Pjanic e Dzeko, top player della Bosnia

Nella mezzanotte (italiana) di questa sera Nigeria e Bosnia daranno vita a quello che è probabilmente il match da cui uscirà la seconda qualificata del gruppo F.

Quello in programma è un incrocio storico per due motivi: da un lato perché le due rappresentative non si sono mai confrontate prima e dall'altro perché questa sarà l'ottocentesima gara nella storia dei Mondiali. La compagine africana, che è alla sua quinta volta in una fase finale, spera che l'incontro in programma segni il ritorno alla vittoria nel Mondiale, in quanto è da nove match che ciò non accade. L'ultima volta fu nel Mondiale '98, proprio contro una formazione dell'Europa dell'Est, per la precisione la Bulgaria ed il ct Keshi si auspica che tale precedente sia beneaugurante e che stasera arrivi quindi una vittoria, dopo lo scialbo pari contro l'Iran. Dall'altra parte la Bosnia, che è giunta alla sua prima fase finale da prima nel proprio girone costringendo la Grecia allo spareggio, è alla sua seconda gara in assoluto e vuole cominciare a raccogliere punti e non solo elogi, come accaduto dopo la sconfitta con l'Argentina.
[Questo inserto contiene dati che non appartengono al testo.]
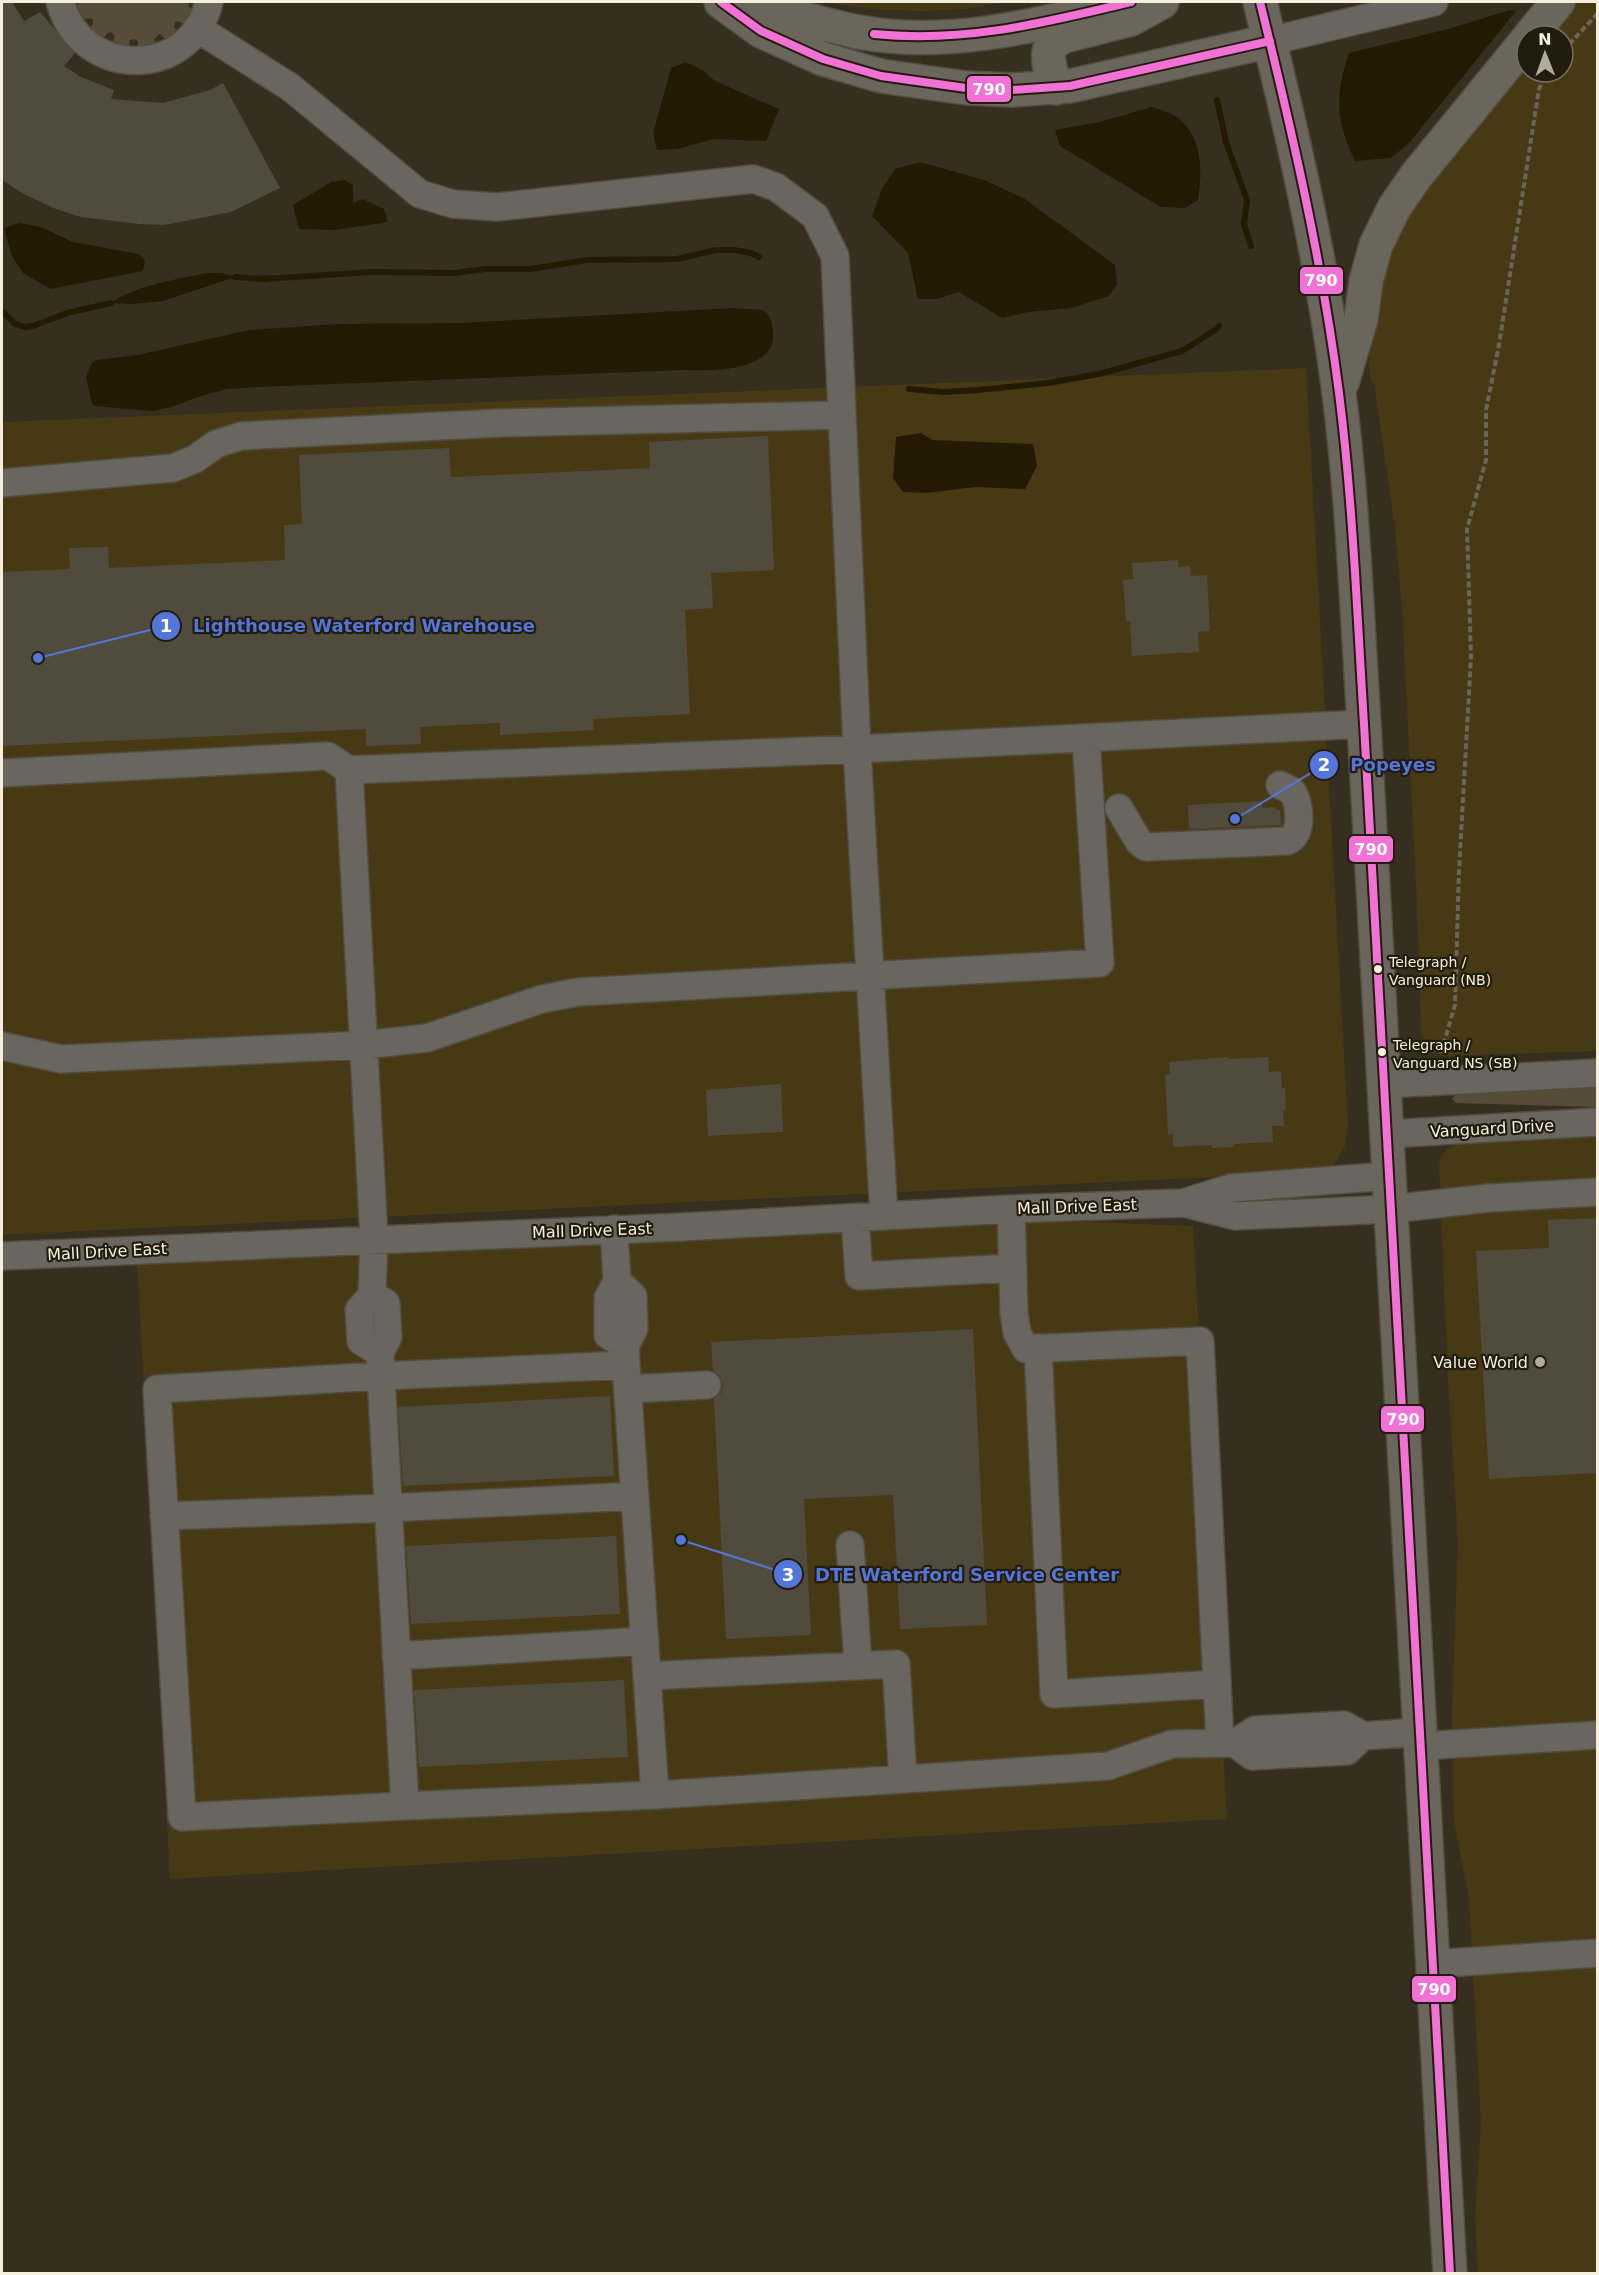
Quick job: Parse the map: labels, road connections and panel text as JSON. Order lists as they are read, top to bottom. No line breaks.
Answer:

Per quanto riguarda gli uomini più attesi, i nomi "caldi" sono quelli che giocano nei rispettivi reparti avanzati. Gli Africani, pur avendo mostrato dei problemi in fase realizzativa, non essendo riusciti ad avere la meglio sull'Iran, possono contare sull'apporto di Emenike, un classe '87 autore di un'ottima annata con il Fenerbahçe, con cui ha dato seguito all'ottimo biennio vissuto nello Spartak Mosca, e su Obinna. Il primo è già a 10 centri in sole 21 apparizioni con la Nazionale, mentre il secondo ha assaporato 13 volte in 48 presenze la gioia del goal. Qualità e polmoni anche sulla mediana con il "Blue" Obi Mikel ed il laziale Onazi. La Bosnia non è certo da meno in avanti, potendo giovarsi di uno come Dzeko, il quale l'ha messa dentro 35 volte in 62 presenze con la maglia della propria compagine, senza dimenticare Misimovic, Ibisevic e la classe purissima di Pjanic.

Detto degli uomini più attesi, quali sono le scelte dei due tecnici per quello che è un match fondamentale per restare in Brasile? Il tecnico degli Africani dovrebbe optare per alcune modifiche. Se è confermatissimo Enyeama tra i pali, in mezzo alla difesa il dubbio riguarda chi schierare tra Oboabona e Yobo, con quest'ultimo leggermente indietro al primo nelle preferenze del ct. Quel che è certo è che il centrocampo che ha giocato con gli Asiatici sarà confermato e che in avanti Azeez farà posto ad Uchebo. Il modulo sarà il solito 4-2-3-1.
Dall'altro lato Susic dovrebbe confermare sia il modulo, che sarà speculare a quello nigeriano, sia gli uomini che hanno ben impressionato contro l'Argentina pur uscendo sconfitti. L'unico cambio potrebbe essere quello relativo ad una delle tre mezze punte che giocano dietro Dzeko, in quanto Medunjanin potrebbe trovarsi titolare a discapito di Hajrović.

Probabili formazioni

Bosnia ed Erzegovina (4-2-3-1): Begović; Mujdža, Bičakčić, Spahić, Kolašinac; Bešić, Pjanić; Medunjanin, Misimović, Lulić; Džeko.

Nigeria (4-2-3-1): Enyeama; Ambrose, Oboabona, Omeruo, Oshaniwa; Mikel, Onazi; Musa, Uchebo, Moses; Emenike.